The implicit value, writesItem, defines the serialization logic for Items. Then, in the list and details actions, we use Json.toJson to transform our items into JSON objects. This toJson method has the following signature:

def toJson[A](a: A)(implicit Writes[A]): JsValue

This means that it can serialize any value of type A if there is an implicit value of type Writes[A] in the implicit scope. Fortunately, Play defines such JSON serializers for common types and can combine them by chaining implicits; this is why Play is able to serialize an Item as well as a List[Item].

Though the code of your writesItem is quite concise, it follows a repetitive pattern.
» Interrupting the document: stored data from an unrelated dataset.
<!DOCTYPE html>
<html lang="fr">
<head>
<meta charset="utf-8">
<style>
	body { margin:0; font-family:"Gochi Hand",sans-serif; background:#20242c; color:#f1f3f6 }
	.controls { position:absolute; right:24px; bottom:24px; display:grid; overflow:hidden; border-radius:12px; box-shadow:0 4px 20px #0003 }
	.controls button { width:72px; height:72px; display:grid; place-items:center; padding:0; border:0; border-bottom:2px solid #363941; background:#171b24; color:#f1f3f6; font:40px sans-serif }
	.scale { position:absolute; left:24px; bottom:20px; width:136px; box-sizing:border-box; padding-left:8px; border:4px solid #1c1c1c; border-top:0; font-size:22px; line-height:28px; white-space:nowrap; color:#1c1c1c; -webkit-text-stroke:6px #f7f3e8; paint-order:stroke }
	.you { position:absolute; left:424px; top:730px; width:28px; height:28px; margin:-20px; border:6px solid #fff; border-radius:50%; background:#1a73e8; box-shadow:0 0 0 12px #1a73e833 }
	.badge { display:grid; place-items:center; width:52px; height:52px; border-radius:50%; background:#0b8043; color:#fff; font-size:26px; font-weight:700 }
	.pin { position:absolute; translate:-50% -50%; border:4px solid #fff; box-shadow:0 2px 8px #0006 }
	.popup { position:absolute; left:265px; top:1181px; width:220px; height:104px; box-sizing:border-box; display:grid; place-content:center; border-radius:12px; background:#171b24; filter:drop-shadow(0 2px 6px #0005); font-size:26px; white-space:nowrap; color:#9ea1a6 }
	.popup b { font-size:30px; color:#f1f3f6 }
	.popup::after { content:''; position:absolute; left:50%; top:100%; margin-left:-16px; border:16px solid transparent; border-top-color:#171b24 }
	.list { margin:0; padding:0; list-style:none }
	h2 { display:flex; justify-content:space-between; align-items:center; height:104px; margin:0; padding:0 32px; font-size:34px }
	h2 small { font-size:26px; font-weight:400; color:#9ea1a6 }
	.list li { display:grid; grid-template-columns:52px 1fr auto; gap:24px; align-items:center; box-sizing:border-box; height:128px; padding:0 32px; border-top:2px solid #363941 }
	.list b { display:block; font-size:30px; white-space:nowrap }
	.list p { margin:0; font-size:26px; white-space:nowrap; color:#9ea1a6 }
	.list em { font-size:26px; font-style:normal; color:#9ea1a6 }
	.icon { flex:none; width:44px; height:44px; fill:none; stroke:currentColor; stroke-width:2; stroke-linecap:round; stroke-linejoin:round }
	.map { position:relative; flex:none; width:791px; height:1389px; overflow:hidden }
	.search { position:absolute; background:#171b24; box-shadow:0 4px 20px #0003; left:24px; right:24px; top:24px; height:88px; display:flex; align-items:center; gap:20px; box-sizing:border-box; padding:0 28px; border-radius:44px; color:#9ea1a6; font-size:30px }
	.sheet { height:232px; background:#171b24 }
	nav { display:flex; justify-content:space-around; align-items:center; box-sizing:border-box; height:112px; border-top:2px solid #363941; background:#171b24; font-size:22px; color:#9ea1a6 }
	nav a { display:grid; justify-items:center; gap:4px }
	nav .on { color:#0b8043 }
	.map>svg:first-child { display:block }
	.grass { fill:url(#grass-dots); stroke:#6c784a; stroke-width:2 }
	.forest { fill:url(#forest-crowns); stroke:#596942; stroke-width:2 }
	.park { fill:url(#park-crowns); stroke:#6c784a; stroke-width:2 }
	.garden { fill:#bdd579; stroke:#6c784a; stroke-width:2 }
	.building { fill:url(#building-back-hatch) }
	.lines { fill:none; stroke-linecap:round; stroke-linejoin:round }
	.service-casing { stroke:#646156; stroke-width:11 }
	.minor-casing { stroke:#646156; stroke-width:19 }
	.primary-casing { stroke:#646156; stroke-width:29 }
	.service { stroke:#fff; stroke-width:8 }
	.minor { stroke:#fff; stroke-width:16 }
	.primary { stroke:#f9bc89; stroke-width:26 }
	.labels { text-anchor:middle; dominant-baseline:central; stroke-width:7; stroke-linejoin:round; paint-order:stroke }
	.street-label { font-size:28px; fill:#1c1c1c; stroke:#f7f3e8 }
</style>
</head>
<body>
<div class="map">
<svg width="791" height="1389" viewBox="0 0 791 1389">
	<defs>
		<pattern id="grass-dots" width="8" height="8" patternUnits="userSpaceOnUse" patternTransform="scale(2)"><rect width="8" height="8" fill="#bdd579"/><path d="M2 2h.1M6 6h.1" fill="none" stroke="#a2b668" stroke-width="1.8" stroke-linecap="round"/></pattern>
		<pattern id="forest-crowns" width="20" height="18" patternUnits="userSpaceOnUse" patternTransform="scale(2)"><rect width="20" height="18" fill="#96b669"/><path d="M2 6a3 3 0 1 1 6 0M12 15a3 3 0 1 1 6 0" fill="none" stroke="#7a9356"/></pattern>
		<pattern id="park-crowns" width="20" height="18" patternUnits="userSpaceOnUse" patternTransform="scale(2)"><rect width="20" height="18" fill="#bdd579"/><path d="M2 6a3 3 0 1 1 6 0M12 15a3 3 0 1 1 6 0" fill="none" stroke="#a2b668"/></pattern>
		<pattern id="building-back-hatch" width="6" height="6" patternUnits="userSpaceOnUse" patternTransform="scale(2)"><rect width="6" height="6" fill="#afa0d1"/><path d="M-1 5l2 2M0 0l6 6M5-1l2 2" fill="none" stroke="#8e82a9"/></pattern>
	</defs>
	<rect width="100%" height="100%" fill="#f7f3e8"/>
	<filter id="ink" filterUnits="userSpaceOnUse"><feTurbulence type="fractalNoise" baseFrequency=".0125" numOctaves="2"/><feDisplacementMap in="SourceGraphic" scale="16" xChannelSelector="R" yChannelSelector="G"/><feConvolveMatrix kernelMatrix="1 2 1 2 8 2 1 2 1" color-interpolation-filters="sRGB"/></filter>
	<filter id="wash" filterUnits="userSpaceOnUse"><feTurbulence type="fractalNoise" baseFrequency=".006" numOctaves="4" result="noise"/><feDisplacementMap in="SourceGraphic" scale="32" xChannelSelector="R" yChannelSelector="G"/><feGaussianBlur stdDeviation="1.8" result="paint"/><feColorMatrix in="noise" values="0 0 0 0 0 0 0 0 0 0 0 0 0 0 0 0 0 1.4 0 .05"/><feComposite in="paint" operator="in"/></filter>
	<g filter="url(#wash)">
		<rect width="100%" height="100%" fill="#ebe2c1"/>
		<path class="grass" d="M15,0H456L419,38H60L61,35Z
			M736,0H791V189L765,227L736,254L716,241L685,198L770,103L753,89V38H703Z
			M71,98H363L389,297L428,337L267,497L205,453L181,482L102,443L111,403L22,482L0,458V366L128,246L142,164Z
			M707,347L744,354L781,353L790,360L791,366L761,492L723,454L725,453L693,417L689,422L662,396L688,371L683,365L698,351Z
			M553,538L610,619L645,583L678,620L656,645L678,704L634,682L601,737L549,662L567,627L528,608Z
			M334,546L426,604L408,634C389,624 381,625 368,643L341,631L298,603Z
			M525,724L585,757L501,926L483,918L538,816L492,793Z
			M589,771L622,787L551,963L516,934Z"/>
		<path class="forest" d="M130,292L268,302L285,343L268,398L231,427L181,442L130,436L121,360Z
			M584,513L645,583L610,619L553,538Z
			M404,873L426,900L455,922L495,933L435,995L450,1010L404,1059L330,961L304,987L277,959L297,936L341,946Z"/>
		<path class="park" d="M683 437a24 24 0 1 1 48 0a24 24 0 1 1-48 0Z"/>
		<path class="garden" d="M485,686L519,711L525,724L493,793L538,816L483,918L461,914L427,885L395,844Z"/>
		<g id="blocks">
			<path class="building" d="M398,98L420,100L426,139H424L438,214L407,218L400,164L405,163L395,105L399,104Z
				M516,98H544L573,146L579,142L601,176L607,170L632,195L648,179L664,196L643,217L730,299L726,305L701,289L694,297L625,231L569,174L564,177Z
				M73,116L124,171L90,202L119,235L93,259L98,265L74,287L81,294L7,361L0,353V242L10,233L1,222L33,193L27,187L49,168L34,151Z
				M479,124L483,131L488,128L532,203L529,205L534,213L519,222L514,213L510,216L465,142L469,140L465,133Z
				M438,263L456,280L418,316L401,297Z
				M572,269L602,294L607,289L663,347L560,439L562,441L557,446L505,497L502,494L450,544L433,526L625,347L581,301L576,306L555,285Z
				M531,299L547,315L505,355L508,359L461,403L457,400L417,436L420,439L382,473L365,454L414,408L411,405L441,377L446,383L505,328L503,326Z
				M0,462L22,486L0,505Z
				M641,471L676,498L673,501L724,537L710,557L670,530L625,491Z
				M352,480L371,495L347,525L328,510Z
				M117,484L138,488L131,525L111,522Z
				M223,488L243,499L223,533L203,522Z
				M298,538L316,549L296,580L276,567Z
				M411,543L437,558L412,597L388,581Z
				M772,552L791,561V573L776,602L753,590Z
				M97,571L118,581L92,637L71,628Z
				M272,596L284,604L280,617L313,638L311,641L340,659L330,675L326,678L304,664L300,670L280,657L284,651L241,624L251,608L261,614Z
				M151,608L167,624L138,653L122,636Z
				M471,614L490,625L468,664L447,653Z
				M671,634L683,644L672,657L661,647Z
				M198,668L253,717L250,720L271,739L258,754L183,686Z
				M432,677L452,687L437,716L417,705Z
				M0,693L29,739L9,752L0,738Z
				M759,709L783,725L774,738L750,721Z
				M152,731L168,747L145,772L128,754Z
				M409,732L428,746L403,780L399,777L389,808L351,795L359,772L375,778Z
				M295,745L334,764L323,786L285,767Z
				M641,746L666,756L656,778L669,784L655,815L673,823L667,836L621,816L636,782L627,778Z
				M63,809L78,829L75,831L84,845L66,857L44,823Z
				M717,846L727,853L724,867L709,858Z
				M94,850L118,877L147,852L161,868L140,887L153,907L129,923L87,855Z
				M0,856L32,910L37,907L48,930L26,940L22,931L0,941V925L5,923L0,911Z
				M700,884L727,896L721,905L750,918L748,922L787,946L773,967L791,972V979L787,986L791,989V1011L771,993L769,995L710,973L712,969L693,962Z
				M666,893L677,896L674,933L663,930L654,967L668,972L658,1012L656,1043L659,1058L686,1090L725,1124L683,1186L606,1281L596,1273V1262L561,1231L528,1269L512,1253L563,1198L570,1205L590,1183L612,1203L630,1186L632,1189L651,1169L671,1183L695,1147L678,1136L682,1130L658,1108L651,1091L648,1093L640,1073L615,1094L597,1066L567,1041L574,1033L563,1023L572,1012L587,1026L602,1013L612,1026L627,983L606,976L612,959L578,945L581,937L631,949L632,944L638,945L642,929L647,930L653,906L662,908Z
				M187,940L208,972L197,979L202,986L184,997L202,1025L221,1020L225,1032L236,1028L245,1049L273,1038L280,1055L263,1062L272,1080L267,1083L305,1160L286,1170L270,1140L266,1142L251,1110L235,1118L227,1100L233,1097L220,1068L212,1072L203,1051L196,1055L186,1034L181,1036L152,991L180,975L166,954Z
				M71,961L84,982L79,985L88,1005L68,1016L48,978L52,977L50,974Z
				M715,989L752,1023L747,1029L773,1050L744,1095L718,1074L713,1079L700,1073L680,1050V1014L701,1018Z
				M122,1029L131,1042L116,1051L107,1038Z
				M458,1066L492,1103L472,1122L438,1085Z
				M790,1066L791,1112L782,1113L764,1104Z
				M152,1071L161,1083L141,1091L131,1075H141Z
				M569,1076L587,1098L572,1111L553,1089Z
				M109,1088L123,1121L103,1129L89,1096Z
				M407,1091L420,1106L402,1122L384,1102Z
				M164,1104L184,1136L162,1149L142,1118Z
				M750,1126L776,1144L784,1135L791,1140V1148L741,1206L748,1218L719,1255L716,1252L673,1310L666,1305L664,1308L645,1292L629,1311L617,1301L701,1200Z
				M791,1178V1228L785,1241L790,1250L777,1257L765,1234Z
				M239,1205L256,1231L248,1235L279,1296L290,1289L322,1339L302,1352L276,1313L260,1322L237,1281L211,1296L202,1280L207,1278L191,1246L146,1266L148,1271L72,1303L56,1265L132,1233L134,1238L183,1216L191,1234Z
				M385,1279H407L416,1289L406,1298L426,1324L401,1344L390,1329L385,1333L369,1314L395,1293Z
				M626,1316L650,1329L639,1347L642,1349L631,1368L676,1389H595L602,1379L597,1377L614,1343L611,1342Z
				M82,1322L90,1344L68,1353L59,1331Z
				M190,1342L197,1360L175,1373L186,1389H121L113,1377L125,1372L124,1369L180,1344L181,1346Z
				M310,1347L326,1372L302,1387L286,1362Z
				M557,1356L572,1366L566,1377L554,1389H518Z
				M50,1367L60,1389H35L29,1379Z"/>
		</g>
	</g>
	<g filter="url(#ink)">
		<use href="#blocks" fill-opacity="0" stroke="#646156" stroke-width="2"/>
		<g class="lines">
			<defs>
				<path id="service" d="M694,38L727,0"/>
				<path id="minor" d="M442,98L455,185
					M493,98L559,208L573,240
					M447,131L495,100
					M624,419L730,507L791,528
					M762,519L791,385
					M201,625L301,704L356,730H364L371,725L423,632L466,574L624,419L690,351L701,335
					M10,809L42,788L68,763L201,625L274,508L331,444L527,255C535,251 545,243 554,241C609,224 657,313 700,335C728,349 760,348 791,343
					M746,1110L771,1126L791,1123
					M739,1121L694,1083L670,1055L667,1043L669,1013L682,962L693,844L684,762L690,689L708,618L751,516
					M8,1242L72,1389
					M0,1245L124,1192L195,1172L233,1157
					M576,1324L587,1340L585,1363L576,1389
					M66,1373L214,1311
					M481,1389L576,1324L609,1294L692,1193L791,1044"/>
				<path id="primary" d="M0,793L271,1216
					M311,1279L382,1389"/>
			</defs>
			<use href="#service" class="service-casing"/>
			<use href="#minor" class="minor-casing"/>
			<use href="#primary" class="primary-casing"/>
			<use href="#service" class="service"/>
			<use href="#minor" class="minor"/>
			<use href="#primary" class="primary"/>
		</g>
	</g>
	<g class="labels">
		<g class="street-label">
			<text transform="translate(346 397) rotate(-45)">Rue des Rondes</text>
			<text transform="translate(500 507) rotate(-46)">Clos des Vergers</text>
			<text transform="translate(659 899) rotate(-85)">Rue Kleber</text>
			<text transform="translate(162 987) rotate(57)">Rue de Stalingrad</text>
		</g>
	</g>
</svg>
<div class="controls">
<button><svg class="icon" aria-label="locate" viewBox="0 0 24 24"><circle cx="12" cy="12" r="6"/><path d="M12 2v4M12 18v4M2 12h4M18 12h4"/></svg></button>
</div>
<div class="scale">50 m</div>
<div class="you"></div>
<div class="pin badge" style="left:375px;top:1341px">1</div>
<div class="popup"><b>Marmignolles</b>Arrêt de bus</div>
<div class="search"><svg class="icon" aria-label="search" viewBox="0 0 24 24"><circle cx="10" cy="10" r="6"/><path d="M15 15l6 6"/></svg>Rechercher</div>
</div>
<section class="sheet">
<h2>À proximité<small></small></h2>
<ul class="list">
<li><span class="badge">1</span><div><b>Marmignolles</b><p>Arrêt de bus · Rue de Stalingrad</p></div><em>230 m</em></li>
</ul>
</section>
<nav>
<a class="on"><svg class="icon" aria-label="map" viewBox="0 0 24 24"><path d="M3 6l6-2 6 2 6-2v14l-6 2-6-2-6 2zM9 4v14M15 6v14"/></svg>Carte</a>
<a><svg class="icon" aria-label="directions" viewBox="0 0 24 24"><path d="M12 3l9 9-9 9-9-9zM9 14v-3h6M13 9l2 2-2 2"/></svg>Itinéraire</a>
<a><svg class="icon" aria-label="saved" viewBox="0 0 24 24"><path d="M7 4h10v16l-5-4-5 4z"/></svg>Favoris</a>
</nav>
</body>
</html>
Each field of the Item class is serialized to a JSON field of the same name. Hopefully, Play provides a macro that generates JSON serializers following this pattern, so the previous serializer can be synthesized by just writing the following:

implicit val writesItem = Json.writes[Item]

You might be wondering why automatic generation of JSON serializers is not the default behavior. There are two reasons for this. First, the automatic generation mechanism cannot handle all data types (for example, cyclic data types). Secondly, sometimes you don't want to use the same names for your JSON object fields and your Scala object fields.